A Method to Modify RMT using Short-Time Behavior in Chaotic Systems

TL;DR

This paper introduces a method to modify Random Matrix Theory eigenstate statistics by incorporating short-time dynamics, improving accuracy in chaotic systems without requiring Hamiltonian diagonalization.

Contribution

The authors present a novel approach that accounts for non-universal short-time behavior in chaotic systems, bridging the gap between RMT and actual dynamics.

Findings

Improved accuracy in wave function autocorrelations and cross-correlations

Method recovers RMT and semiclassical limits under specific conditions

Avoids Hamiltonian diagonalization by using short-time dynamics

Abstract

We discuss a modification to Random Matrix Theory eigenstate statistics, that systematically takes into account the non-universal short-time behavior of chaotic systems. The method avoids diagonalization of the Hamiltonian, instead requiring only a knowledge of short-time dynamics for a chaotic system or ensemble of similar systems.
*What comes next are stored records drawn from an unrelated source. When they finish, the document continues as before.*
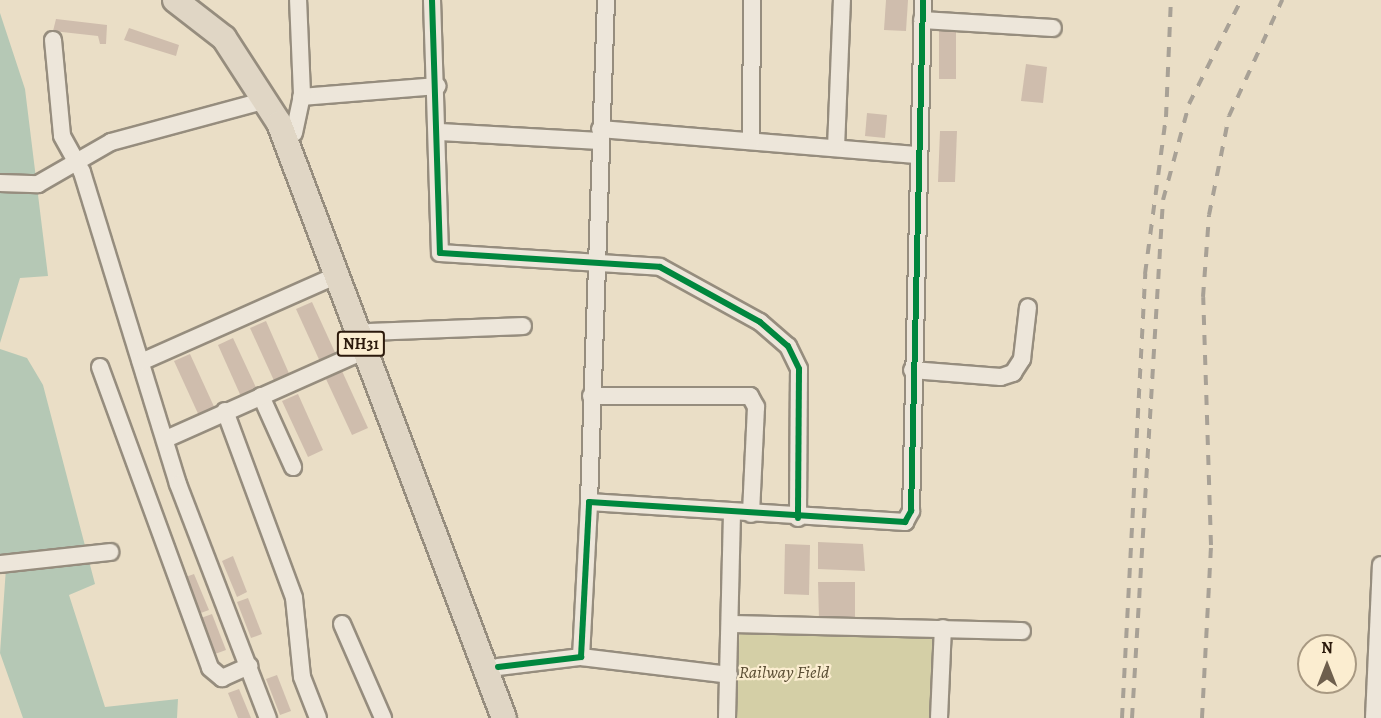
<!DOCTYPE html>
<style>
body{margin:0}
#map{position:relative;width:1381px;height:718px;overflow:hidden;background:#eadec6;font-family:Alegreya,serif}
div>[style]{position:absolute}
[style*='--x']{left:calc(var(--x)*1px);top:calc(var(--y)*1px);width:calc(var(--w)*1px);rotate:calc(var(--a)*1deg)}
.green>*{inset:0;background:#d4cfa6}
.water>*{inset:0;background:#b5c8b5}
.building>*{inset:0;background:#cfbdad}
.roads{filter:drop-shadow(2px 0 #968d7e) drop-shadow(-2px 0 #968d7e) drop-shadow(0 2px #968d7e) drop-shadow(0 -2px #968d7e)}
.minor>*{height:16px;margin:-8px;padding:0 8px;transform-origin:8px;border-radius:8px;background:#ede6da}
.highway>*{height:24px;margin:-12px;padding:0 12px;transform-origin:12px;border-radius:12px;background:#e0d6c5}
.rail>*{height:4px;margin-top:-2px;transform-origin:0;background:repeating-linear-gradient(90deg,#a8a196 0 10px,transparent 0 20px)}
.cycleway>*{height:6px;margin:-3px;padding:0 3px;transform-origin:3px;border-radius:3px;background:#00873e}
span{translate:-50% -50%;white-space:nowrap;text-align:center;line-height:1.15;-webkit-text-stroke:4.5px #fbedd0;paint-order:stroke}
.shield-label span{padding:2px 4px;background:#fbedd0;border:2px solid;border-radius:4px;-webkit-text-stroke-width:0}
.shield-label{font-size:16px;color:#2c1a0c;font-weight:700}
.park-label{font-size:18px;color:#594c32;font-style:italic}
.north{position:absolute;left:1297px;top:634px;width:60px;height:60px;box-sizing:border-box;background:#fbedd0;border:2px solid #a89982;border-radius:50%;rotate:0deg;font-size:16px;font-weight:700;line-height:24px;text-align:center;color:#2c1a0c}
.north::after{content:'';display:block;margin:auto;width:21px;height:27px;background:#6e5f4d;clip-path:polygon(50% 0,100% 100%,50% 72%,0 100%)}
</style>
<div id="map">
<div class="green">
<div style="clip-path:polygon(740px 624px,935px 637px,930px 718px,735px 718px)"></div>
</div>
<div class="water">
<div style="clip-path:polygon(0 13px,25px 89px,48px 276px,20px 278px,0 343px)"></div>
<div style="clip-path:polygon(0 349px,27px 358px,43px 385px,95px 584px,69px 595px,105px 707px,178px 699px,177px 718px,23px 718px,0 653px,6px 568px,0 567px)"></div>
</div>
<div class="building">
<div style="clip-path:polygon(886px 0,908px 0,906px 31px,884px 30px)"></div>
<div style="clip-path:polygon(56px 19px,107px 25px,106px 44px,100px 44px,98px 36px,53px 31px)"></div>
<div style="clip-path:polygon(129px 28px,179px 45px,176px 56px,124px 40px)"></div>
<div style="clip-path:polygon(939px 31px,956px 32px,956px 79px,939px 79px)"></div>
<div style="clip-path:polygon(1026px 64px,1047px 67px,1043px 103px,1021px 101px)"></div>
<div style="clip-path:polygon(867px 113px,887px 115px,885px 138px,865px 136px)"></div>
<div style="clip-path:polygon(940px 131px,957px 131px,955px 182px,938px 182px)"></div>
<div style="clip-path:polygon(312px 302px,338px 359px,322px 366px,296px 309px)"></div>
<div style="clip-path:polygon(266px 321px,291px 378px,276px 385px,250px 328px)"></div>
<div style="clip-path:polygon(233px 338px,259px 394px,243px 401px,218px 345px)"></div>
<div style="clip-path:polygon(190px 354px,216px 411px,200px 418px,174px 361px)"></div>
<div style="clip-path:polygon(342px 371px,368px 428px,352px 435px,326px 379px)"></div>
<div style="clip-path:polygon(298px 394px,323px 450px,308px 457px,282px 401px)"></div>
<div style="clip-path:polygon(818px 542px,863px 544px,865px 571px,818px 569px)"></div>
<div style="clip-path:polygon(785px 544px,810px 545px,809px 595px,784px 594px)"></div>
<div style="clip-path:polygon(233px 556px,247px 592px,237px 597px,222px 561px)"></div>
<div style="clip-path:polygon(194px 574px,209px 610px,198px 614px,183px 578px)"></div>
<div style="clip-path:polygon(818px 582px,855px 582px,855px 619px,819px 619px)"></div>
<div style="clip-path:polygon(248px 598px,262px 634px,251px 638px,237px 602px)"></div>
<div style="clip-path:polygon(212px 614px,226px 650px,215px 654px,201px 618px)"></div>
<div style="clip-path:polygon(277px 675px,291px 711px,280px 715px,266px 679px)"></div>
<div style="clip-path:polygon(239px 689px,251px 718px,238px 718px,228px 693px)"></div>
</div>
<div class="roads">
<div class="minor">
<div style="--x:432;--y:0;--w:253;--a:88.2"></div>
<div style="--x:440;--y:253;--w:220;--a:3.6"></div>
<div style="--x:660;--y:267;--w:114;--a:28.8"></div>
<div style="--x:760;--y:322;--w:37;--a:41"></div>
<div style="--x:788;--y:346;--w:25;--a:64"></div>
<div style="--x:799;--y:369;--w:149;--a:90.4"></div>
<div style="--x:922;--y:20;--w:131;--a:3.5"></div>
<div style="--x:53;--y:40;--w:96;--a:84.6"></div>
<div style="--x:62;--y:136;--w:41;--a:60.9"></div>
<div style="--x:82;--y:172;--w:326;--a:72.9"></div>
<div style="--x:178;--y:484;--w:251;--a:69"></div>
<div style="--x:301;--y:97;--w:137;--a:-4.6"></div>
<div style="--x:600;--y:129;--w:317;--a:4.7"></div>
<div style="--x:440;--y:132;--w:160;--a:3.2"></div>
<div style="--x:294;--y:133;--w:40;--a:-78"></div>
<div style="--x:302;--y:94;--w:94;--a:-92.4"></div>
<div style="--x:751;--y:140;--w:140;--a:-89.6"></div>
<div style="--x:836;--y:148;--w:148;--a:-87.7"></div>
<div style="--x:0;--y:183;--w:38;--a:2"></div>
<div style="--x:38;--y:184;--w:84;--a:-29.9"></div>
<div style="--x:111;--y:142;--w:162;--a:-15.1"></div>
<div style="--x:370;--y:332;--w:153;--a:-2.2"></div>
<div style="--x:141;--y:362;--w:212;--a:-23.9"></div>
<div style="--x:100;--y:367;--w:320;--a:69.9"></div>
<div style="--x:210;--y:668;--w:16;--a:40"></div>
<div style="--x:222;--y:678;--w:30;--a:-24"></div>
<div style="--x:912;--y:370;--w:89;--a:4.5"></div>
<div style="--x:1001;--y:377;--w:13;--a:-18"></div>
<div style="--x:1013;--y:373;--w:17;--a:-57"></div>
<div style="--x:1022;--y:359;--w:52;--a:-83.4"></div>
<div style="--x:261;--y:396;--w:78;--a:65.7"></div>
<div style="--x:591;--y:396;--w:159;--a:0"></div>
<div style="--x:750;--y:396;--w:13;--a:61"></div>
<div style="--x:756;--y:407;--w:107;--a:92.7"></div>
<div style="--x:225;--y:411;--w:199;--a:69.7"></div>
<div style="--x:294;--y:598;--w:79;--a:84.2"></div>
<div style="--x:302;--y:677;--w:44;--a:68.7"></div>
<div style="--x:166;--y:439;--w:217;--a:-24"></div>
<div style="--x:589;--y:502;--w:502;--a:-88.06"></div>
<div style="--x:0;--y:564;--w:111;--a:-6.2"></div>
<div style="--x:342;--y:624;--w:103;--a:66.4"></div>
<div style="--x:731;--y:624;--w:291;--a:1.4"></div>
<div style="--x:581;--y:657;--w:149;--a:6.9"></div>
<div style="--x:498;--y:667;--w:84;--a:-6.9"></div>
<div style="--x:581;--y:657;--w:155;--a:-87"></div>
<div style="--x:589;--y:502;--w:317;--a:3.6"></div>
<div style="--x:905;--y:522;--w:13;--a:-61"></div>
<div style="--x:911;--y:511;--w:511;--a:-88.65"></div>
<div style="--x:727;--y:718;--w:206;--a:-88.6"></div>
<div style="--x:939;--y:718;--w:90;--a:-87.5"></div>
<div style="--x:1374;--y:718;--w:153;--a:-87.4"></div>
</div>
<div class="highway">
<div style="--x:175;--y:0;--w:62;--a:37.8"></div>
<div style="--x:224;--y:38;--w:101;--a:57.1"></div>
<div style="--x:279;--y:123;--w:636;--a:69.29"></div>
</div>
</div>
<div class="rail">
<div style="--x:1122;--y:718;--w:445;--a:-87"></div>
<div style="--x:1145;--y:274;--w:158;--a:-82.4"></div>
<div style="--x:1166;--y:117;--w:117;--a:-87.6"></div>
<div style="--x:1132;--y:718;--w:519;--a:-86.58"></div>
<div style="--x:1163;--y:200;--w:99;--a:-74.8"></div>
<div style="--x:1189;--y:104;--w:116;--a:-63.4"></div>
<div style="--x:1202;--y:718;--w:173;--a:-87"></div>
<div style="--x:1211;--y:545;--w:248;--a:-91.8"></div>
<div style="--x:1203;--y:297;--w:82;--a:-85.8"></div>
<div style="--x:1209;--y:215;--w:101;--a:-78.6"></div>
<div style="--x:1229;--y:116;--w:128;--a:-65.4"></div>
</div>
<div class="cycleway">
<div style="--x:432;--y:0;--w:253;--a:88.2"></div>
<div style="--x:440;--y:253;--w:220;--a:3.6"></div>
<div style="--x:660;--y:267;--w:114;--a:28.8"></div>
<div style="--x:760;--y:322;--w:37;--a:41"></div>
<div style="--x:788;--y:346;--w:25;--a:64"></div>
<div style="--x:799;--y:369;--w:149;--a:90.4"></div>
<div style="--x:498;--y:667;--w:84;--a:-6.9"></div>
<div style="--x:581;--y:657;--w:155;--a:-87"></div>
<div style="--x:589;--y:502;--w:317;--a:3.6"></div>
<div style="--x:905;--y:522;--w:13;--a:-61"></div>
<div style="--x:911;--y:511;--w:511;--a:-88.65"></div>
</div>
<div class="shield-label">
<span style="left:361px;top:344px">NH31</span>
</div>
<div class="park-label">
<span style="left:784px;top:672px">Railway Field</span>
</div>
<div class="north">N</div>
</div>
Standard Random Matrix Theory and semiclassical predictions are recovered in the limits of zero Ehrenfest time and infinite Heisenberg time, respectively. As examples, we discuss wave function autocorrelations and cross-correlations, and show how the approach leads to a significant improvement in accuracy for simple chaotic systems where comparison can be made with brute-force diagonalization.